Knowing this should encourage God’s people as they see the world turning more and more toward sin and rebellion. HE WILL ACCOMPLISH HIS PURPOSES!

4 And the days of Adam after he had begotten Seth were eight hundred years: and he begat sons and daughters:
5 And all the days that Adam lived were nine hundred and thirty years: and he died.
6 And Seth lived an hundred and five years, and begat Enos:
7 And Seth lived after he begat Enos eight hundred and seven years, and begat sons and daughters:
8 And all the days of Seth were nine hundred and twelve years: and he died.
9 And Enos lived ninety years, and begat Cainan:
10 And Enos lived after he begat Cainan eight hundred and fifteen years, and begat sons and daughters:
11 And all the days of Enos were nine hundred and five years: and he died.
12 And Cainan lived seventy years, and begat Mahalaleel:
13 And Cainan lived after he begat Mahalaleel eight hundred and forty years, and begat sons and daughters:
14 And all the days of Cainan were nine hundred and ten years: and he died.
15 And Mahalaleel lived sixty and five years, and begat Jared:
16 And Mahalaleel lived after he begat Jared eight hundred and thirty years, and begat sons and daughters:
17 And all the days of Mahalaleel were eight hundred ninety and five years: and he died.
18 And Jared lived an hundred sixty and two years, and he begat Enoch:
19 And Jared lived after he begat Enoch eight hundred years, and begat sons and daughters:
20 And all the days of Jared were nine hundred sixty and two years: and he died.
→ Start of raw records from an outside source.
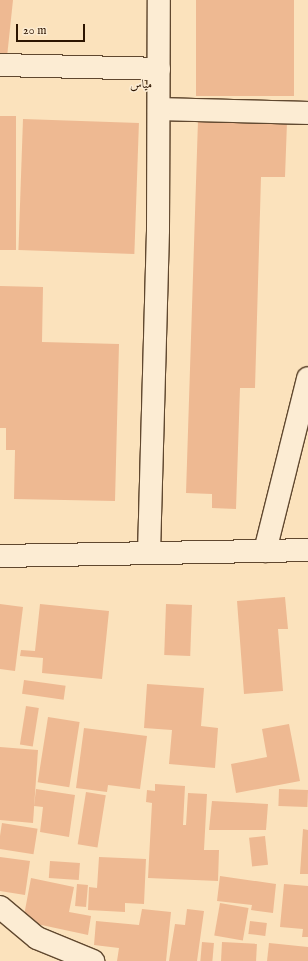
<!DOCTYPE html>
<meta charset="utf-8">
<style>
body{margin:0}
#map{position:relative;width:308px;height:961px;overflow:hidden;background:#fbe2bc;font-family:"IM FELL English",Amiri,serif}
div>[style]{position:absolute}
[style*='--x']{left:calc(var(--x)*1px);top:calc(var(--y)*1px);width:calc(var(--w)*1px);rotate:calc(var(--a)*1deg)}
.building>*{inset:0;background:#eeb992;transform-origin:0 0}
.roads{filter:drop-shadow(1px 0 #60482f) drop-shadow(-1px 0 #60482f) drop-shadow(0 1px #60482f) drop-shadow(0 -1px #60482f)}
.minor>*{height:22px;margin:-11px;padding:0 11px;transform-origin:11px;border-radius:11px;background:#fcecd3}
.tertiary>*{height:22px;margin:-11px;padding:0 11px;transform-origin:11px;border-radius:11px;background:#fcecd3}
span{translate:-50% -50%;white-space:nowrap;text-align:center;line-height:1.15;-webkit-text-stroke:3px #fcecd3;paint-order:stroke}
.neighbourhood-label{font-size:12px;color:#2d1500}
.scale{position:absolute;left:16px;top:24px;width:69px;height:18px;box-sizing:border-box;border:2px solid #2d1500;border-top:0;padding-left:5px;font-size:12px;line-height:14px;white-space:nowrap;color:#2d1500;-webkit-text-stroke:3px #fcecd3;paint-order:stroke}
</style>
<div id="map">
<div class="building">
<i style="clip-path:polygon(0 0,13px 0,7px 57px,0 56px)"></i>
<i style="left:196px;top:0;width:98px;height:96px"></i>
<i style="left:0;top:116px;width:16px;height:134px"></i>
<i style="left:23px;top:119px;width:116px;height:131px;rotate:2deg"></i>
<i style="clip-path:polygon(198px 120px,287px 122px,285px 177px,261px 177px,255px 388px,240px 388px,236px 509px,212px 508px,212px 494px,186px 493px)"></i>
<i style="clip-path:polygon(0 286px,43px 287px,42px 342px,119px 344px,115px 501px,14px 499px,15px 450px,6px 450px,6px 428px,0 428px)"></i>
<i style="clip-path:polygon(285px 597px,288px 629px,278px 629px,283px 691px,244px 694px,237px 601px)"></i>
<i style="clip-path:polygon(0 604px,23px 607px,15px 671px,0 669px)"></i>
<i style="clip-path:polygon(40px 604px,109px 611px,102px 679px,42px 673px,43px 658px,20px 656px,21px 650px,35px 651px)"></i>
<i style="left:166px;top:604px;width:26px;height:51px;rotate:2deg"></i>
<i style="left:24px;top:680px;width:42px;height:14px;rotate:8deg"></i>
<i style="clip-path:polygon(147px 684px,204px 688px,201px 726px,218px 728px,215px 768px,169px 764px,172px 730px,144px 728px)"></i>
<i style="left:26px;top:706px;width:13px;height:39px;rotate:9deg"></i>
<i style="left:48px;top:717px;width:32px;height:66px;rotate:9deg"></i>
<i style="clip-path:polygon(289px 724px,300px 781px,236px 793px,231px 764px,267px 757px,262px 729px)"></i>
<i style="clip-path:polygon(84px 728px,147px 736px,140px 789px,108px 785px,107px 792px,76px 788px)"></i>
<i style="clip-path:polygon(0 747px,38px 750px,33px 823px,0 820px)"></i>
<i style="clip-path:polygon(155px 784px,185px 786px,183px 825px,186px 825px,188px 793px,207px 794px,204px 850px,219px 850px,218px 881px,148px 878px,152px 803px,146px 802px,147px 790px,155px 791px)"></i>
<i style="clip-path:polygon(36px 789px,75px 795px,69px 837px,40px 832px,43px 807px,34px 806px)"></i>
<i style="left:279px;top:789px;width:29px;height:17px;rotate:2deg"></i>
<i style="left:86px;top:792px;width:20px;height:53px;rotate:9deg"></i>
<i style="clip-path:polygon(212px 801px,268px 804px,266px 830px,209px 830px)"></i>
<i style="left:2px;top:823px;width:36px;height:26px;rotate:9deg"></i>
<i style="clip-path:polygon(303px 829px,308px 830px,308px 874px,300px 874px)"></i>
<i style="left:265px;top:836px;width:29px;height:16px;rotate:84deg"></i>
<i style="clip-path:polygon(0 857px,30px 861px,25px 895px,0 891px)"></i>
<i style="clip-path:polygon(99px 857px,146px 859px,144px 904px,125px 903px,125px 912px,88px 910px,89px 887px,97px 888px)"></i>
<i style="left:50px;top:861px;width:30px;height:17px;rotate:4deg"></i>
<i style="clip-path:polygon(220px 876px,276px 884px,273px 913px,251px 910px,252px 905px,217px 901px)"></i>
<i style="clip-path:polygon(31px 878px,74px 887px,69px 912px,91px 916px,88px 935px,23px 921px)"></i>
<i style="left:77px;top:884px;width:11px;height:22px;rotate:5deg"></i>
<i style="clip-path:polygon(284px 884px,308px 886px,308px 937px,302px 937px,303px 929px,280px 927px)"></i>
<i style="left:220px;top:903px;width:29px;height:33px;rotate:10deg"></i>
<i style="clip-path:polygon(142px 909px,171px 912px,166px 961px,117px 961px,119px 948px,94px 945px,96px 921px,139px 925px)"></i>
<i style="clip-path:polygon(187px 909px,204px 911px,197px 961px,169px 961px,175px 924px,185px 925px)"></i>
<i style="left:250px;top:921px;width:17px;height:13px;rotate:7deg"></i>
<i style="left:202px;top:942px;width:12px;height:19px;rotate:5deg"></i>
<i style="left:222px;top:942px;width:35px;height:19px;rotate:3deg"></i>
<i style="clip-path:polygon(269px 943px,308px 947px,308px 961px,267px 961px)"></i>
</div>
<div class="roads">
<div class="minor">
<i style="--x:0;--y:65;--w:159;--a:1.4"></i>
<i style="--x:159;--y:109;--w:149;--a:1.5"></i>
<i style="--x:265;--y:551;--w:178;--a:-76"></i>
<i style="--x:149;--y:553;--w:323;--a:-88.4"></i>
<i style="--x:158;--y:230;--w:230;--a:-89.8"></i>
<i style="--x:0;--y:907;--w:48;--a:40"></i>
<i style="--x:37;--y:938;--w:61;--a:22.3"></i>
</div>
<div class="tertiary">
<i style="--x:0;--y:556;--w:308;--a:-1.1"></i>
</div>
</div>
<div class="neighbourhood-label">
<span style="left:141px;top:85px">مياس</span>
</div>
<div class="scale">20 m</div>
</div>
Adam died according to the sentence given him—“to dust thou shall return.” Though he did not die physically the day he ate the forbidden fruit, yet that very moment he became mortal; then he began to die; his whole life afterwards was only a reprieve, a forfeited, condemned life; it was a waiting, dying life; he was not only like a criminal sentenced to life, but like a person crucified, that dies slowly, by degrees. If one were to doubt whether the wages of sin is death (Rom. 6.23), he only needs to look at human history.

Now we start through the graveyard, and we read the names and dates on the tombstones. Adam begat sons and daughters, “And all the days that Adam lived were nine hundred and thirty years”—and what happened? “And he died.”